Dana Stelting-Kempf, [email protected], is a senior English major.

“The Language Archive” opened April 18 at Washburn’s Andrew J. and Georgia Neese Gray Theater in the Garvey Fine Arts Center and will run April 25 and 26 at 7:30 p.m. and close April 27 with a 2 p.m. matinee.

The lavish design of the set was a wonder to behold. Clearly delineated into three separate spaces, stage right contained the apartment of the two main characters. Center stage was devoted to the language lab, with stage left housing the home of the language teacher.

The end spaces were later converted to a bakery stage right, a hospital room and subsequently a moving train stage left. The set was masterfully constructed and the experience and love of the art by the builder was apparent in every detail.

Elaborate trim accented with a pleasing color pallate and attention to detail audiences are rarely treated to in this era of minimalist staging delighted the eye and helped draw the audience into the plot. So perfect in design, even the floor seemed to be made of real hardwood.

The use of space was so masterful that not an inch of it was wasted as it came right up to the audience with the placement of a rail depot area where the painted floor invoked the feel of the rails. So realistic was the portrayal of the train that when it passed, it caused the audience to shrink back as if there was a real threat to safety.

Although the title implies the plot is about language, the central theme is love. The love of a husband and wife, the love of language and unrequited love all converge in this brilliant work that caused the mind to consider one’s own place in the spectrum of love.

The narrator, Ashley Vaughan, made an appearance at the beginning and helped the audience settle in to get centered. Her voice became the guiding force from offstage as the action unfolded.

As the play begins, Mary, played by Natalie Shinn and George,  played by Corey Perkins, are spending a typical evening at home. We quickly find that their marriage is in trouble, yet George, although concerned about Mary’s behavior, is so engrossed in his academia that he fails to understand what her issue is. The costumes are reminiscent of the 1950s, yet possess a modern quality that made the time line ambiguous.

In the lab, we are introduced to George’s love struck assistant Emma, played by Jamie Schartz. We learn that George’s purpose in life is to record dying languages in an attempt to save them from complete extinction. An old couple comes in to oblige by allowing him to record them conversing in their native language.

They are the last two speakers of this language and George is over the moon that he has this opportunity. The actors create an excitement and desire so palpable that it is impossible not to get swept up in the desire to hear the language.

Alta, played by Heather Ives and Resten, played by Isaac Medina quickly steal the spot light as their characters engage in arguing in English, not their dying language. Their dynamic is believable, engaging and humorous. It is completely entertaining and engrossing to follow their saga.

This is one of the best subplots of the show as it digs deep into the soul and strikes every emotional chord it can find in the human spirit. Their performances are a delight as they become their characters and share them with the audience.

We see the extent to which Emma is in love with George when she visits a language instructor, Marissa Meis, who also delivered a perfect performance as an elderly German teacher of Esperanto. Her accent is nearly flawless, and her delivery spot on as she brings out the character’s layers. As Emma desperately tries to learn this language of equality that George so dearly loves, the audience is treated to laughter and advice for the lovelorn.

L.L. Zamenhof, played by Nicholas Washburn, invented the language Esperanto in an attempt to unify the town of Bialystok, Russia. This historical figure takes a key position in the play’s second act and becomes one of the most important plot devices the playwright employs.

Despite the brevity of time on the stage, his performance is pristine and extremely important in motivating Emma, as well as for the denouement where he imparts wisdom for the ages that the audience will integrate into their own lives.

Also worthy of mention is Alex Vaughn, who forces to the audience to think about the nature of life and whether or not it is worth living as he grapples with the weight of his responsibility as a baker in an early scene with Mary.

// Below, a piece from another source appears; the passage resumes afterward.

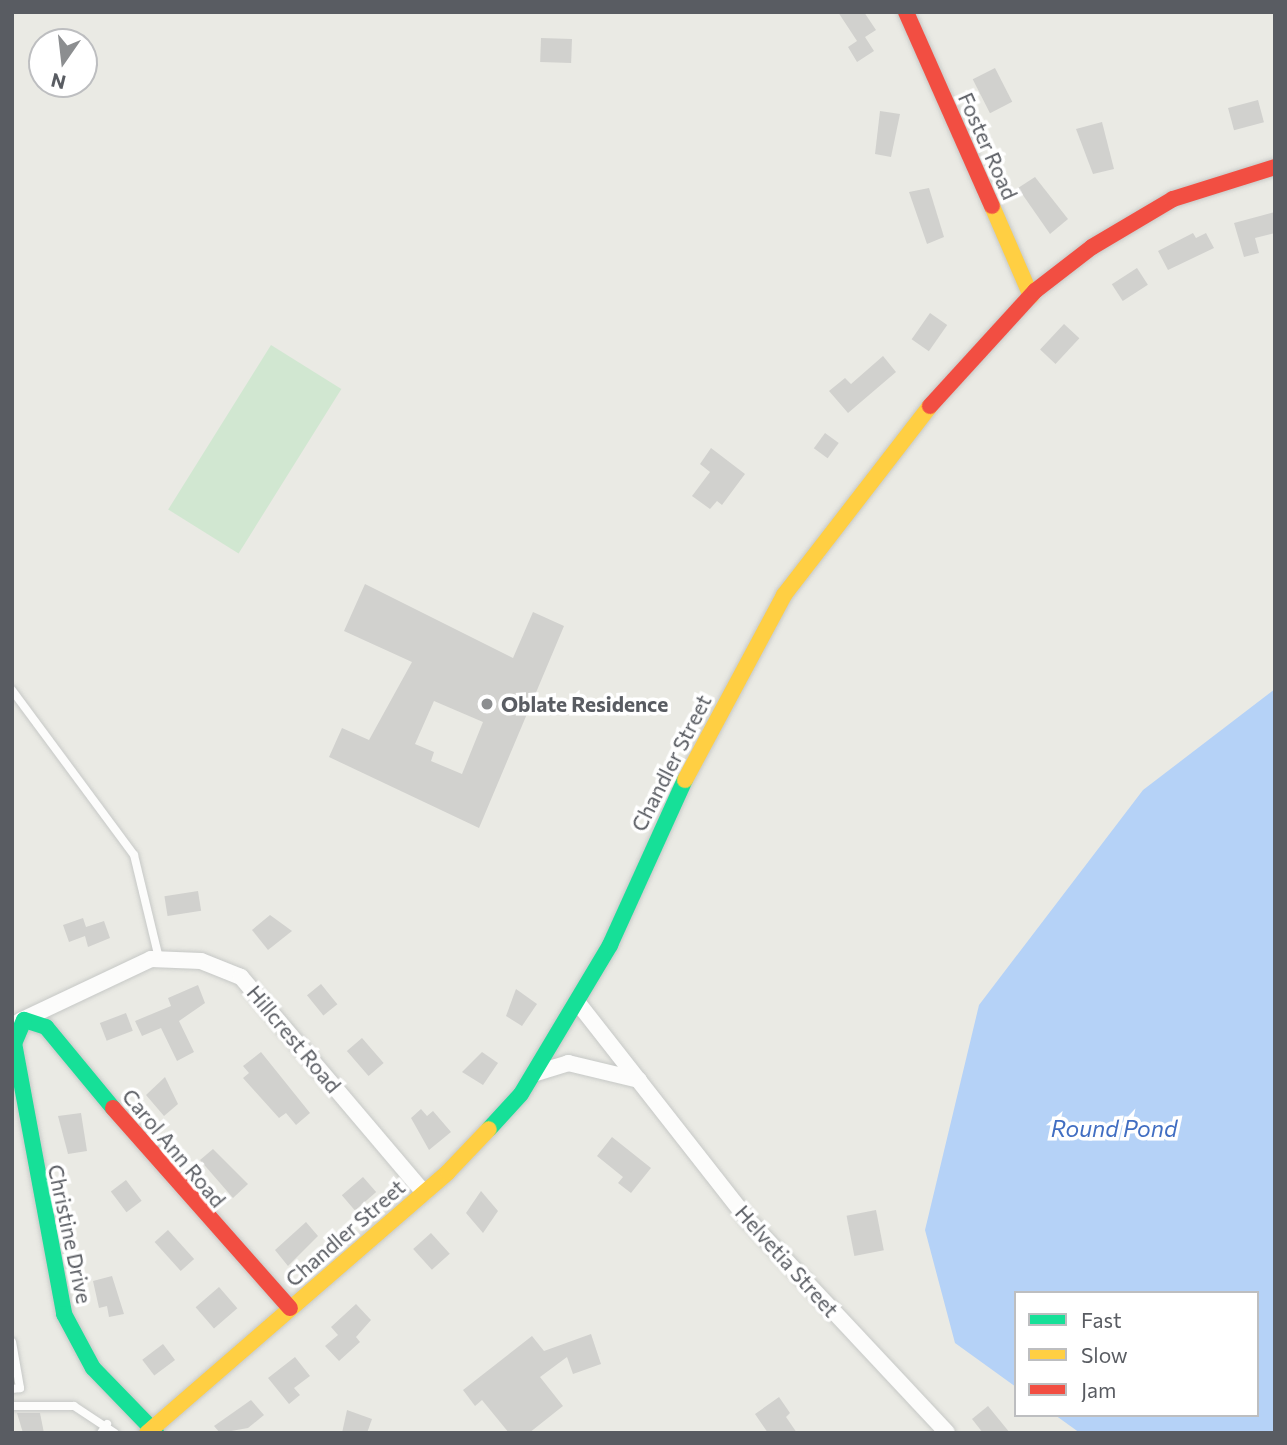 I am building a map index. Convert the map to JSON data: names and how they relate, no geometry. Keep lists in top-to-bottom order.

Additionally, he helps move the plot forward as a passerby.

His performance adds a new dynamic to the play and his portrayal of the baker evokes sympathy and empathy, which adds to the complex emotional soup the production cooks up.

Overall, the brilliance of set design, lighting and direction and acting came together in a symphonic convergence of perfection to deliver one of the most memorable and emotionally charged performances this reviewer has ever had the pleasure to witness.

Kudos to the cast and crew on a job well done. The experience of this performance will have a lasting and perhaps life changing impact on anyone lucky enough to attend.